● Exercise
Wherever a line below holds the word "image", copy that line.

Saved entries

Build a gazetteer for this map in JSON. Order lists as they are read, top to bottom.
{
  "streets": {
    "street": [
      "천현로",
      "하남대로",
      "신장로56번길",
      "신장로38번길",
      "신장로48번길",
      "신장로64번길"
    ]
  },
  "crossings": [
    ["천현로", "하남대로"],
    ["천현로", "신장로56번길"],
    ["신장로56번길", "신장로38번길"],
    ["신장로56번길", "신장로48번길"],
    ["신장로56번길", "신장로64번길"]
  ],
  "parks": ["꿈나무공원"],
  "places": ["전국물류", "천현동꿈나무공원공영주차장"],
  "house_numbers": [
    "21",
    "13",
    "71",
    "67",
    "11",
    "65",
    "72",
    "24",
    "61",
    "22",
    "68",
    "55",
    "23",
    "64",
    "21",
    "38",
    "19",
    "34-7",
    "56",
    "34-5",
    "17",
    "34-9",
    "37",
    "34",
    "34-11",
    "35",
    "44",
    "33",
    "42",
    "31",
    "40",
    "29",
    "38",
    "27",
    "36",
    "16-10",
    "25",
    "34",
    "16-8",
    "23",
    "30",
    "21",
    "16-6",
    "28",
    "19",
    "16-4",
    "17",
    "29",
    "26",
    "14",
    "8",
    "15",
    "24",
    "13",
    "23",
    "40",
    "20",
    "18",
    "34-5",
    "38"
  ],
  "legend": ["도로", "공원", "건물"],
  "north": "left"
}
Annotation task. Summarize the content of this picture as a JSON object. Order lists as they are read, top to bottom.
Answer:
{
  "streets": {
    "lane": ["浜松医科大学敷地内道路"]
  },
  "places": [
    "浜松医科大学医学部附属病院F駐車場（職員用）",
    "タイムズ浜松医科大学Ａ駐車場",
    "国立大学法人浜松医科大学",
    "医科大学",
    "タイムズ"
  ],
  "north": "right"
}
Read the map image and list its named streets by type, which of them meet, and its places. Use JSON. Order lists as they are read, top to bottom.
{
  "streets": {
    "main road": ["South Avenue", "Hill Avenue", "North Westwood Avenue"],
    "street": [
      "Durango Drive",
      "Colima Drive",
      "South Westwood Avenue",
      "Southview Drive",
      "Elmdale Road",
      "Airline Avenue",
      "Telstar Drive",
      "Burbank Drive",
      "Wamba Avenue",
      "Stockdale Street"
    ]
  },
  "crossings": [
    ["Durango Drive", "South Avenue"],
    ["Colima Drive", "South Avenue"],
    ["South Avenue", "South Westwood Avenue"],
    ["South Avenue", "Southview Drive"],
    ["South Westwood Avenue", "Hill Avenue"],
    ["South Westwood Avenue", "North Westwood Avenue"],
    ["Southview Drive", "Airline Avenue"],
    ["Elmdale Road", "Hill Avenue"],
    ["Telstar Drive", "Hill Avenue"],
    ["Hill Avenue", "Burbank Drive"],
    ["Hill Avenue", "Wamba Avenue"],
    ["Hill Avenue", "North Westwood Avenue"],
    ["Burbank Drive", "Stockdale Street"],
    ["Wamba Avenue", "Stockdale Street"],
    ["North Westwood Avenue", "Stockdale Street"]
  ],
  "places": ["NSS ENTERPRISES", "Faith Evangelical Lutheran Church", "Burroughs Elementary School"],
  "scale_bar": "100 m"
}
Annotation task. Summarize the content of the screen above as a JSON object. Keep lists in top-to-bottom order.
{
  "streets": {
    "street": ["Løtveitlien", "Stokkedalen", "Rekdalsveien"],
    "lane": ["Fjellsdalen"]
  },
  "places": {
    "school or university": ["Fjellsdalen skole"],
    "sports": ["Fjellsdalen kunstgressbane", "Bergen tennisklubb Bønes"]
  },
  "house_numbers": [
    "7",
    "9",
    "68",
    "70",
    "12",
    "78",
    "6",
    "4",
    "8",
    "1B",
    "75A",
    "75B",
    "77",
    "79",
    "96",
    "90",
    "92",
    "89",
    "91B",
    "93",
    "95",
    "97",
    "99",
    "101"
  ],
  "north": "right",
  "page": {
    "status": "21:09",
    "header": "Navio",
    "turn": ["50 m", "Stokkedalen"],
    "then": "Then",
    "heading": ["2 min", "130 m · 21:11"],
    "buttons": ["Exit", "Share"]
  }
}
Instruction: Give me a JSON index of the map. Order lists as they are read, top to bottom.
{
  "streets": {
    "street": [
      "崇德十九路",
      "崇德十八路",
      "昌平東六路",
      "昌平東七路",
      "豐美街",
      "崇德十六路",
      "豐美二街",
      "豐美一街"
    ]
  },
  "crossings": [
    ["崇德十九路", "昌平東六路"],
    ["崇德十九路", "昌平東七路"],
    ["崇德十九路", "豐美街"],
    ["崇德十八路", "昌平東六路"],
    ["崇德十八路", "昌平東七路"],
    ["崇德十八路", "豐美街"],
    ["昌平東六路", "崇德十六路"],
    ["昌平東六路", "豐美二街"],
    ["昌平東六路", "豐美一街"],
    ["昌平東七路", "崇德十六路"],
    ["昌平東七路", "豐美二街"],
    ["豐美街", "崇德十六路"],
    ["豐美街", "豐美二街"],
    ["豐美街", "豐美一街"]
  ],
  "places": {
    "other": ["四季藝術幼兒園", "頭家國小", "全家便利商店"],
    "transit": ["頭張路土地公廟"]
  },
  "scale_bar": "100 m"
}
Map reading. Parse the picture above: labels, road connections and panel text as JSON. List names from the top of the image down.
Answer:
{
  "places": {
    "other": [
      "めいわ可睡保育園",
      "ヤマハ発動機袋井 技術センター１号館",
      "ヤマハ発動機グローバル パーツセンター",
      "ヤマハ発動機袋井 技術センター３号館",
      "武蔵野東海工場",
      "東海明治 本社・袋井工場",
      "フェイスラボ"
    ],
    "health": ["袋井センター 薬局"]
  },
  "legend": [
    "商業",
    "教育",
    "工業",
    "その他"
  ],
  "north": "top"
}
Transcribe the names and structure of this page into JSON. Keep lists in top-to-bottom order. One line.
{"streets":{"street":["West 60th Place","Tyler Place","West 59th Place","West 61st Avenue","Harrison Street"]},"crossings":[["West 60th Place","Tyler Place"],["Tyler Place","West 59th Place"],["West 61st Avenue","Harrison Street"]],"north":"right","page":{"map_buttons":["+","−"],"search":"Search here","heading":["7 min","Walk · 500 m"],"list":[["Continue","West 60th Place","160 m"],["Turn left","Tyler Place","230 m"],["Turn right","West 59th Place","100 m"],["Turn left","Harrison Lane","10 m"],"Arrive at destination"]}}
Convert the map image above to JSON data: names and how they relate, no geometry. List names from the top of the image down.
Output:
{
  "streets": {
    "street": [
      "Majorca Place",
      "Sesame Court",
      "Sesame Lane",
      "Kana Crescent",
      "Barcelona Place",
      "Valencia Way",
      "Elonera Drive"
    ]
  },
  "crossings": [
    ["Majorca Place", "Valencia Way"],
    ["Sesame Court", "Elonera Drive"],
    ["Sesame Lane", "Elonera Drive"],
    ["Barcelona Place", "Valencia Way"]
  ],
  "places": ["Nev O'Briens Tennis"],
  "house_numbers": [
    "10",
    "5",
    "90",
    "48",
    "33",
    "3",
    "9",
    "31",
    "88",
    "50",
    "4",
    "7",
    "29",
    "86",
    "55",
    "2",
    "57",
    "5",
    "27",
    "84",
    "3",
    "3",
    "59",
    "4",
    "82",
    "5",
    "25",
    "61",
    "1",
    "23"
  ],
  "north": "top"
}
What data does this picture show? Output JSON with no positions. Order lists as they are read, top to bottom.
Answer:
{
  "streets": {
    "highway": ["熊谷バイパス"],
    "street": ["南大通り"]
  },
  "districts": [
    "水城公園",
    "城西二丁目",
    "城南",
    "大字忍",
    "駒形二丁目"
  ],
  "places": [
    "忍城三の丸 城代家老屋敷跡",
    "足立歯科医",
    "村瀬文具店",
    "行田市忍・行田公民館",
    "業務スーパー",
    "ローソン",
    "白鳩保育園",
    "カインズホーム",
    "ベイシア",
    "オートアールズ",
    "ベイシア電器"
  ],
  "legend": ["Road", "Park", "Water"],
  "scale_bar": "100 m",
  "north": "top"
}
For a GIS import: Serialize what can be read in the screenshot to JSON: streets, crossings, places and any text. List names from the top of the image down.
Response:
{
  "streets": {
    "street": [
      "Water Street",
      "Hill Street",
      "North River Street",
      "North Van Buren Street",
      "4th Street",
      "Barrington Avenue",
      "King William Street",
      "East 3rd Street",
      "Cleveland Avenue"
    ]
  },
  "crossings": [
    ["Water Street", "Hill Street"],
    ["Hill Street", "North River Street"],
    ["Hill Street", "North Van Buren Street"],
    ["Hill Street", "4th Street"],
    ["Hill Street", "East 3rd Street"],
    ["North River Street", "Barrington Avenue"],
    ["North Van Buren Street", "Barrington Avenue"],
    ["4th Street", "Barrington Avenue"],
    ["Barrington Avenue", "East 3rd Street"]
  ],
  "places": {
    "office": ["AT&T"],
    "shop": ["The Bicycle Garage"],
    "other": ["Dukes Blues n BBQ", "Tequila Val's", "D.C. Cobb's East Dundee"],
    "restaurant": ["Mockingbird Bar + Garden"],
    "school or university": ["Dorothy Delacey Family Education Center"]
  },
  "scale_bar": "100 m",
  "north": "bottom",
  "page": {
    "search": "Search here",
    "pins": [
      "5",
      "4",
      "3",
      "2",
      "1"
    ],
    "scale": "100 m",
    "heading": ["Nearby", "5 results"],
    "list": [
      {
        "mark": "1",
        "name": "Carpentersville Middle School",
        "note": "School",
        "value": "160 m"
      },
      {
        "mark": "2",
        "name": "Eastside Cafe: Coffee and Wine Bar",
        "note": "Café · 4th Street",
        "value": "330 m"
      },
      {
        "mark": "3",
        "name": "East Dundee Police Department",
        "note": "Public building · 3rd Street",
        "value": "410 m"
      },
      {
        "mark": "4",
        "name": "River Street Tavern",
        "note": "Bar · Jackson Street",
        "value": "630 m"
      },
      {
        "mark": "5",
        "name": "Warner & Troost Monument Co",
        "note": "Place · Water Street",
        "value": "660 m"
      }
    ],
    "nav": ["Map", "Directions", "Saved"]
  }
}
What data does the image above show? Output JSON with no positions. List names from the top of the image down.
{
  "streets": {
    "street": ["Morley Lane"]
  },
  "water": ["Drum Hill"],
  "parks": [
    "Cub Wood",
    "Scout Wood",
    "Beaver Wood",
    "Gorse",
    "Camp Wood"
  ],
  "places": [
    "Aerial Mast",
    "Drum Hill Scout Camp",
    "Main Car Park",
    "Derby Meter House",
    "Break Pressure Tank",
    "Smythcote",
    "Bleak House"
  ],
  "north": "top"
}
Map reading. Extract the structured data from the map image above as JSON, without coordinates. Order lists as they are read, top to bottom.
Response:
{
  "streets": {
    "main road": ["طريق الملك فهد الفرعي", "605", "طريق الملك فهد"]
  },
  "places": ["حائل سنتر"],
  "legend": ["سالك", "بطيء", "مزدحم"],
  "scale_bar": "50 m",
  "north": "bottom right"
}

● Result of the task
Read the map image and list its named streets by type, which of them meet, and its places. Use JSON. Order lists as they are read, top to bottom.
Map reading. Parse the picture above: labels, road connections and panel text as JSON. List names from the top of the image down.
Convert the map image above to JSON data: names and how they relate, no geometry. List names from the top of the image down.
For a GIS import: Serialize what can be read in the screenshot to JSON: streets, crossings, places and any text. List names from the top of the image down.
What data does the image above show? Output JSON with no positions. List names from the top of the image down.
Map reading. Extract the structured data from the map image above as JSON, without coordinates. Order lists as they are read, top to bottom.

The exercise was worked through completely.